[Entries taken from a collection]
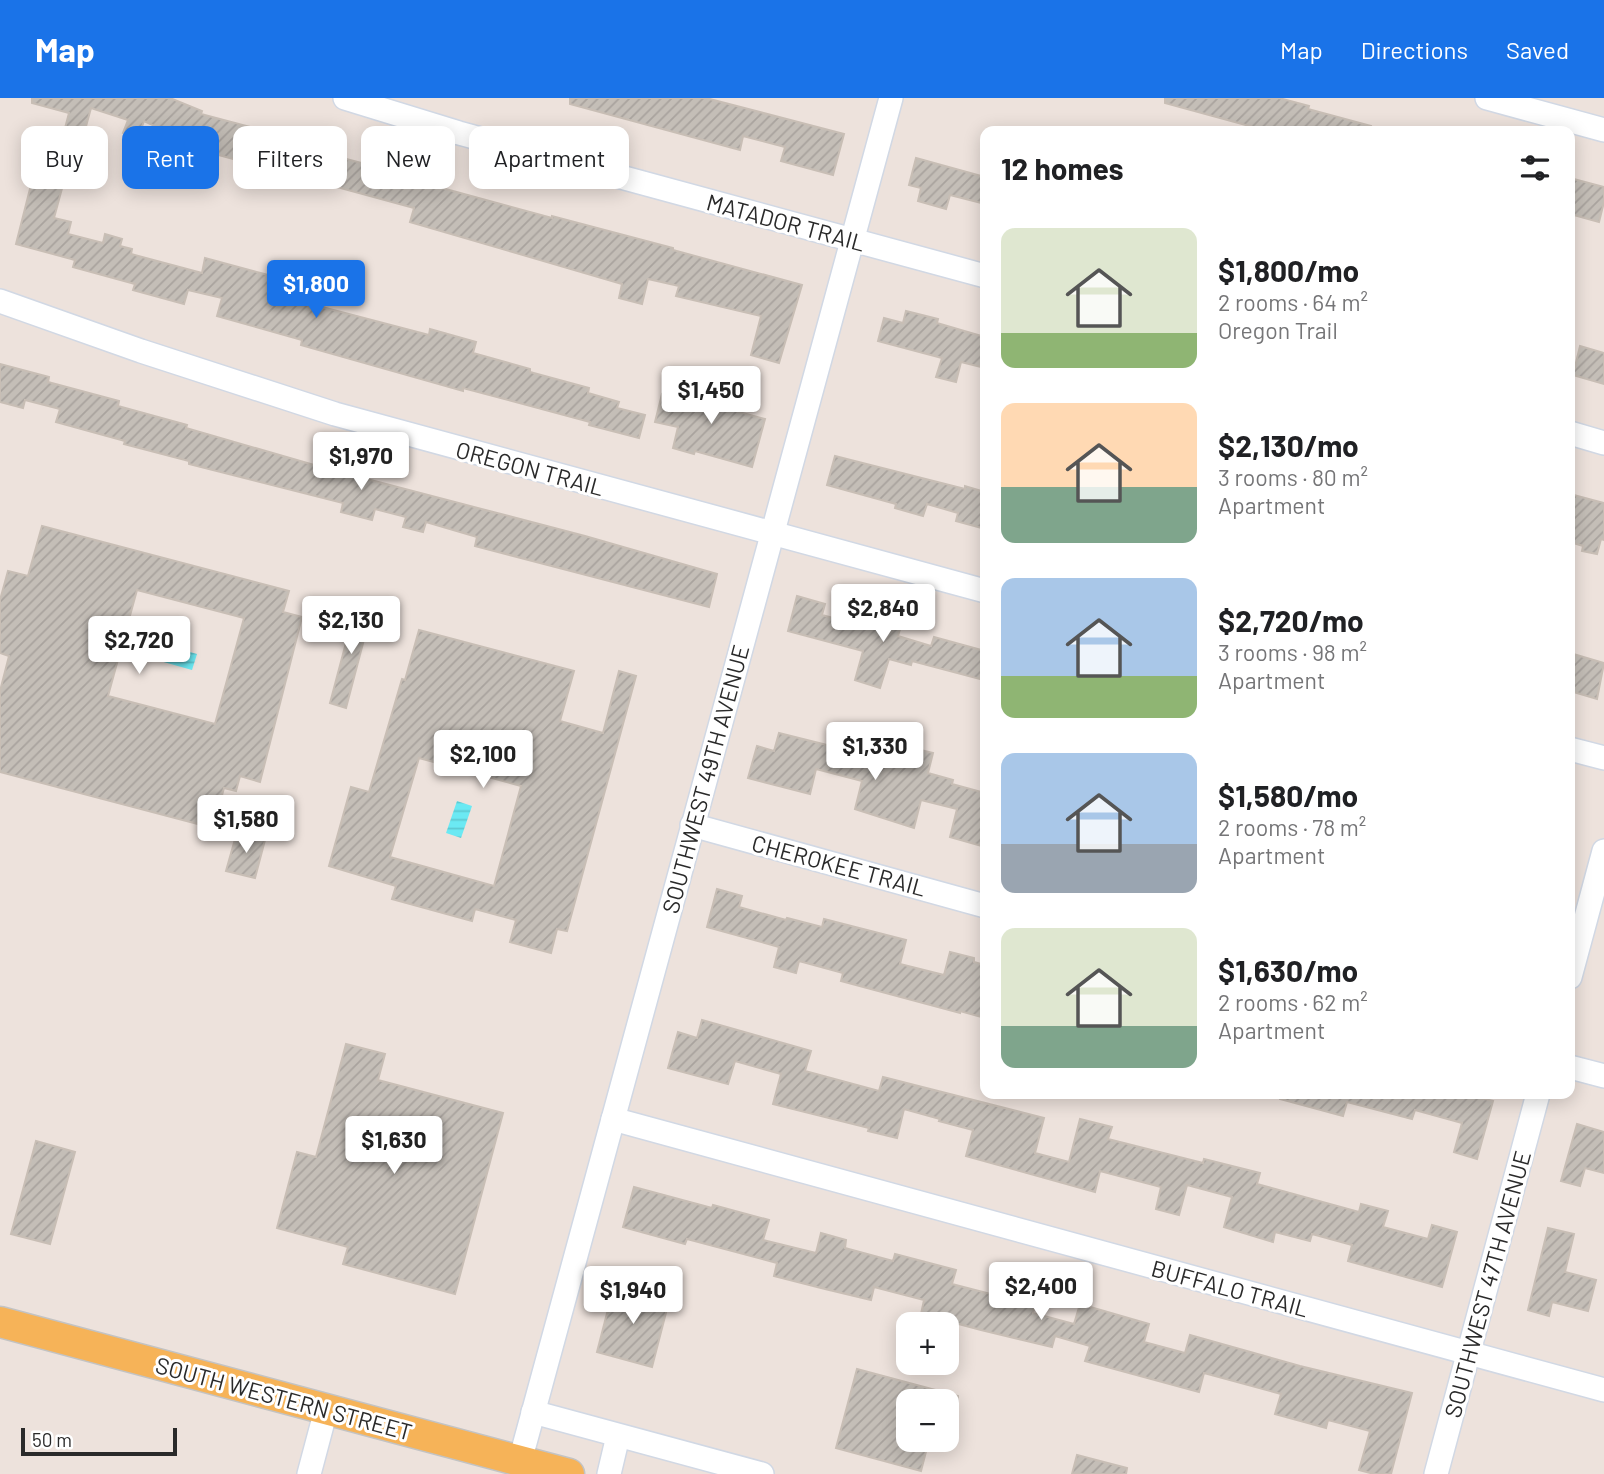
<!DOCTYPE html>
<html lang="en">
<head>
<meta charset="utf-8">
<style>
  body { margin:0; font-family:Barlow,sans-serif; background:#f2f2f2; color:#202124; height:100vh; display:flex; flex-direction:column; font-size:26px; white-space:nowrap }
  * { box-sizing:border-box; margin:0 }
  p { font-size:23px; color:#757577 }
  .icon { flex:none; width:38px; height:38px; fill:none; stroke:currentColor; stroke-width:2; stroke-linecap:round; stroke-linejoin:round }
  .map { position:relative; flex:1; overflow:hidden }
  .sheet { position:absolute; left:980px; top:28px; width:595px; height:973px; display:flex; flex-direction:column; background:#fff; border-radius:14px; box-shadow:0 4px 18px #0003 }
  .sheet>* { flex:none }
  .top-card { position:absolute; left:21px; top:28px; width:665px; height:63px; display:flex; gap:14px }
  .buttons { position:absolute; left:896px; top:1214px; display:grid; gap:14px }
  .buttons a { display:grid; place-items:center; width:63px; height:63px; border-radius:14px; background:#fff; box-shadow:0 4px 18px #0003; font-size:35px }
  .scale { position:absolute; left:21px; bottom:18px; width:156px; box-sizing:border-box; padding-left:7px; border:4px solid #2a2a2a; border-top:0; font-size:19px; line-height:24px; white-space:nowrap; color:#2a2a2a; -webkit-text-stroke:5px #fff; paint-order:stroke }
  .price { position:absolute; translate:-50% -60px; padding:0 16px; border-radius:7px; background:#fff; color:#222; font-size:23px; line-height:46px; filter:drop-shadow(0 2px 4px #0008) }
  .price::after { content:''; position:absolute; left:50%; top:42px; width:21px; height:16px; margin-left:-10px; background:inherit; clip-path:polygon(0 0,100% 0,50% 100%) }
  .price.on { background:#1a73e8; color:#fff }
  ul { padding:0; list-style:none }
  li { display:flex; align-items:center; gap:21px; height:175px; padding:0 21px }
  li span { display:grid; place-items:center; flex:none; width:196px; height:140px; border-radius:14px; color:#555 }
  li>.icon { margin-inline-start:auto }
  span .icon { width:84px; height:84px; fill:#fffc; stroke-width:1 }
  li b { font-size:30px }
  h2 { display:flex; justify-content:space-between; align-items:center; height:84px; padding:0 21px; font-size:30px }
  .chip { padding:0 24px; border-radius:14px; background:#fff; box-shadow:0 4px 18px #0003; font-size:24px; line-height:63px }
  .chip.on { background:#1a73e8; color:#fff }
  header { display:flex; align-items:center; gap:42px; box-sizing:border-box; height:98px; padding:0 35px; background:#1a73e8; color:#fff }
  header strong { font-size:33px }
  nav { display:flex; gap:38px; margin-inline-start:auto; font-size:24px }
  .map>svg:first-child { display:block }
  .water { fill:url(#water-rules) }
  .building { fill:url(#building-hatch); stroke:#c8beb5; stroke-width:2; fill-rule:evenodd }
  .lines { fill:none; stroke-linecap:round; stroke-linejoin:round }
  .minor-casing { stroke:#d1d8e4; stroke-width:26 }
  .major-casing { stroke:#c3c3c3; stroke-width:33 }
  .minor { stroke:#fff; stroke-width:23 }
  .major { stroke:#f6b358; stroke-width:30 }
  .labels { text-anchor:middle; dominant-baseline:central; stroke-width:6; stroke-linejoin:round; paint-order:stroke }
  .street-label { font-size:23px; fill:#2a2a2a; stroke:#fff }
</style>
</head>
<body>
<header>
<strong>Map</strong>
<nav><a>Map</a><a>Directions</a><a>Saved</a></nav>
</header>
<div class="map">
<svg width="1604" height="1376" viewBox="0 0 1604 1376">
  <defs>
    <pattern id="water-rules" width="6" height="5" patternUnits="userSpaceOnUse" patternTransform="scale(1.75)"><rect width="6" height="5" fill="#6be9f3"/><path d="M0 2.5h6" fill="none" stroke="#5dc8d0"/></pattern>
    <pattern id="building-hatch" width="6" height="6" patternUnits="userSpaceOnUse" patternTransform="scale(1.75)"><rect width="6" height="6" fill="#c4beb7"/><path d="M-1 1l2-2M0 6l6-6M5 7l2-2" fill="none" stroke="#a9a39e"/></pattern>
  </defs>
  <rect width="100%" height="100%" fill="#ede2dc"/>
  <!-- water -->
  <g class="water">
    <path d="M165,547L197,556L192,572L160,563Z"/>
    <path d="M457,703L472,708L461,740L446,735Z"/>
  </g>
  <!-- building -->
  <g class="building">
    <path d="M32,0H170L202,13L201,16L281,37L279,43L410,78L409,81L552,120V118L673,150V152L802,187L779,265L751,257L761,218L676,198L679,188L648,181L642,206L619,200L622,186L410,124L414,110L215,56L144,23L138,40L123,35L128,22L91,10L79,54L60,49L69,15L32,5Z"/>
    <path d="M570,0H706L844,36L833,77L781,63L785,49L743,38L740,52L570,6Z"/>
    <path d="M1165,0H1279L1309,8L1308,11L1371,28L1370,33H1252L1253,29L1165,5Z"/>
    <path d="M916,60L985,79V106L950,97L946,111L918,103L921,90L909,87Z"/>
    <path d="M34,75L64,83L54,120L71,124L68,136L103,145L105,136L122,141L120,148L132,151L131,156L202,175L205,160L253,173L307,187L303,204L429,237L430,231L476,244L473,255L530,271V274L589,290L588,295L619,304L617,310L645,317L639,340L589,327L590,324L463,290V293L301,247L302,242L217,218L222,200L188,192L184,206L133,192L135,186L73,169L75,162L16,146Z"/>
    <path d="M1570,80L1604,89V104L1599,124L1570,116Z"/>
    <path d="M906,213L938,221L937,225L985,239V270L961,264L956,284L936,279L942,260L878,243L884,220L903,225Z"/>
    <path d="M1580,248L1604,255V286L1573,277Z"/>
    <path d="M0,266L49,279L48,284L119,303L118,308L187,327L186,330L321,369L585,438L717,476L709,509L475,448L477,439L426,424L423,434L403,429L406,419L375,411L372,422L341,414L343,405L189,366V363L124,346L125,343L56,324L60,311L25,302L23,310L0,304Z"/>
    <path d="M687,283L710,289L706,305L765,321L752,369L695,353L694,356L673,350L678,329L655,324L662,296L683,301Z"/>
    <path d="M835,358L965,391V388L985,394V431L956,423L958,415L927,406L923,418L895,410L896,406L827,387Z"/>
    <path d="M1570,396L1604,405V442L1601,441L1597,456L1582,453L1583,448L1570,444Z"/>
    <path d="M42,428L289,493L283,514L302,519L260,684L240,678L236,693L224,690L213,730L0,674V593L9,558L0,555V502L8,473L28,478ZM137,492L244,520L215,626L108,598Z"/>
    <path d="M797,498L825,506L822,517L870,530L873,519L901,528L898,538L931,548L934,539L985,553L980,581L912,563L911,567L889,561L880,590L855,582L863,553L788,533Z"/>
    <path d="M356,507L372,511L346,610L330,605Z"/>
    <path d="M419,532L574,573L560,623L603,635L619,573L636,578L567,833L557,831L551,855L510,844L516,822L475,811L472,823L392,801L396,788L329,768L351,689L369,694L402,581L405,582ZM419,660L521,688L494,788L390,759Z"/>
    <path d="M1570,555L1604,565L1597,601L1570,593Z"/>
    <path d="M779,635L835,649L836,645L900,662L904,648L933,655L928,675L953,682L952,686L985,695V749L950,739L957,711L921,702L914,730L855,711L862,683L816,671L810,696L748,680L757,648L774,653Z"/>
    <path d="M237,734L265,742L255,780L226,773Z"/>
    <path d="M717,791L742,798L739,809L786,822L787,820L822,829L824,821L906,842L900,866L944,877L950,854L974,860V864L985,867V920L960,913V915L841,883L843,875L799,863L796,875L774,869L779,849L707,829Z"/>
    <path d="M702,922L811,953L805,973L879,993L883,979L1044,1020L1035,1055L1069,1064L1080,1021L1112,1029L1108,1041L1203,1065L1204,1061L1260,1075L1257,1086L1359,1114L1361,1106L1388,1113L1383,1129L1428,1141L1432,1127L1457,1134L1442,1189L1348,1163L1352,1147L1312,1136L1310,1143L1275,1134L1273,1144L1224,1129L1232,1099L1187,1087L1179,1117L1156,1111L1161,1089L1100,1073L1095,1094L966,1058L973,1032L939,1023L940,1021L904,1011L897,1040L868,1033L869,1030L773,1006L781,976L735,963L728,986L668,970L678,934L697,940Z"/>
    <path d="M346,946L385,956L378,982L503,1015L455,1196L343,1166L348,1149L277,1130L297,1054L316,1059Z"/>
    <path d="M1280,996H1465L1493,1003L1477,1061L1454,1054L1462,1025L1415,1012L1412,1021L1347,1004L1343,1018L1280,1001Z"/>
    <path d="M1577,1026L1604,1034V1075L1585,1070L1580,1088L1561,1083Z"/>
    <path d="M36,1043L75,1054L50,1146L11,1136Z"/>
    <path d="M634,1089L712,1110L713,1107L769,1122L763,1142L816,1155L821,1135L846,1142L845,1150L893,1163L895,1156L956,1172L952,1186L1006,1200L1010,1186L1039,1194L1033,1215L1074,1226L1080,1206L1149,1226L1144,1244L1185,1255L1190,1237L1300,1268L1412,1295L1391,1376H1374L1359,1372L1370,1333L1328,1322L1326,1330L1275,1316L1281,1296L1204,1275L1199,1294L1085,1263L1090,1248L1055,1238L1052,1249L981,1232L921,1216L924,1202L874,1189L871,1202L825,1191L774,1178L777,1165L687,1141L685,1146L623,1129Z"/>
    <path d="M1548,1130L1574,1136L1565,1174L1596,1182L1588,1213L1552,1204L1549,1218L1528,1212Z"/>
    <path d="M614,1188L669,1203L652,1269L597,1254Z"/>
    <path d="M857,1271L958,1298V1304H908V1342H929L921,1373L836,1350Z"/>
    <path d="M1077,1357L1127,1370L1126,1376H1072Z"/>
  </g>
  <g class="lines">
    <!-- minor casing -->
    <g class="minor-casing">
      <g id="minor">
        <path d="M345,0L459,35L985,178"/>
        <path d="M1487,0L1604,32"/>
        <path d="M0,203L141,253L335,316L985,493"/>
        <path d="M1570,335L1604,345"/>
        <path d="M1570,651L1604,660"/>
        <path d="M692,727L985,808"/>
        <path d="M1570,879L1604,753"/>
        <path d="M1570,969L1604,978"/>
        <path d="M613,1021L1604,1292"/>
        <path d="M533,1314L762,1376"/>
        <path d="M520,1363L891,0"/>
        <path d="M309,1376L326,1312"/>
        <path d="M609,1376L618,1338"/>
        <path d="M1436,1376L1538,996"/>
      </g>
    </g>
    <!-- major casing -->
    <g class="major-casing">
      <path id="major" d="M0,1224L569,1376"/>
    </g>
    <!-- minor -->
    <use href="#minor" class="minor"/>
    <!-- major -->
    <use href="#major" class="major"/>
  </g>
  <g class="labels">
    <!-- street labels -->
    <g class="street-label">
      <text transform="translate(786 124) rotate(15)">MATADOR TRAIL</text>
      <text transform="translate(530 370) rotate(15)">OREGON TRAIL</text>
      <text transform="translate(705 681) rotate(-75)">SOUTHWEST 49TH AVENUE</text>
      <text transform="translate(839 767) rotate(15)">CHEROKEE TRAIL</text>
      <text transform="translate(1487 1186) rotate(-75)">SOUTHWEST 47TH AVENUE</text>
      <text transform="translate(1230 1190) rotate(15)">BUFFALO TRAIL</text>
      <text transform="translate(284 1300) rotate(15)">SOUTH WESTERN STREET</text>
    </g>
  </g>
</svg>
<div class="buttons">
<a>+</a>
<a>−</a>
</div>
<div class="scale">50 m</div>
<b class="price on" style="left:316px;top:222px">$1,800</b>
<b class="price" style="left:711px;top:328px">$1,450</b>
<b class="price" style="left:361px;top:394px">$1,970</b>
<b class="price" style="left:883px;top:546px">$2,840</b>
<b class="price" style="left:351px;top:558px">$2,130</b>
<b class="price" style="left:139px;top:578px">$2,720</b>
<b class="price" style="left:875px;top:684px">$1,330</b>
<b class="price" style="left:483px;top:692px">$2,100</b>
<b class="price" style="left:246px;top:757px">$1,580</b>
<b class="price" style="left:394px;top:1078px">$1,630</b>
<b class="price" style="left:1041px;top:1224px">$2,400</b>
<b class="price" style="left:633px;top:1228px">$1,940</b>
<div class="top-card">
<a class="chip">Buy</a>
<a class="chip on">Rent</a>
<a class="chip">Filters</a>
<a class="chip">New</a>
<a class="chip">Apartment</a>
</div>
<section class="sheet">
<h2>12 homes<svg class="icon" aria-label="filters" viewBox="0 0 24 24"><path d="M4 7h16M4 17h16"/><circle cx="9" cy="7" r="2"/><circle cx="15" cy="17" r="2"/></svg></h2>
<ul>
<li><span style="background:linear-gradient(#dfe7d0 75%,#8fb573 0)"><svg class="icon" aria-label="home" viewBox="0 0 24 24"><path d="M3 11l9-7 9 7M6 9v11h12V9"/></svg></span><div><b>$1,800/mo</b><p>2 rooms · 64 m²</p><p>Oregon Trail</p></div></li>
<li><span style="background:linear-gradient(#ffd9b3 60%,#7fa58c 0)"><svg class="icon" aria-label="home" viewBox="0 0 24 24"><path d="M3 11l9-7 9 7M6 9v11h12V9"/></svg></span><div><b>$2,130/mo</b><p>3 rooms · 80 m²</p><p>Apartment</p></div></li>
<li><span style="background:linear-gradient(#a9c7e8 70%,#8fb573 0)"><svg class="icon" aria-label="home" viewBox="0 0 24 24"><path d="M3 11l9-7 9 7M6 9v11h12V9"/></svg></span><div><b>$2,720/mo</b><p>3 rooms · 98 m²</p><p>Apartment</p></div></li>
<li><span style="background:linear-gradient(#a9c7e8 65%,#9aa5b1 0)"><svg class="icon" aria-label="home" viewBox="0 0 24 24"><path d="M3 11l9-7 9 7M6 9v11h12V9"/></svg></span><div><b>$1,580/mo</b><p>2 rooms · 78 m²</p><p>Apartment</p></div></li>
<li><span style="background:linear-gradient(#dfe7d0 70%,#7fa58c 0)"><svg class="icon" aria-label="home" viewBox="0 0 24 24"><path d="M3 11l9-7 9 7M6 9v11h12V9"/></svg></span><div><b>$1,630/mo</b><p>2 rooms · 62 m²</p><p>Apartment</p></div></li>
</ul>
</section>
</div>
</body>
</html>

#### Task item:
Look through the entries above; copy each line where the string "start" appears.

#### Answer:
  li>.icon { margin-inline-start:auto }
  nav { display:flex; gap:38px; margin-inline-start:auto; font-size:24px }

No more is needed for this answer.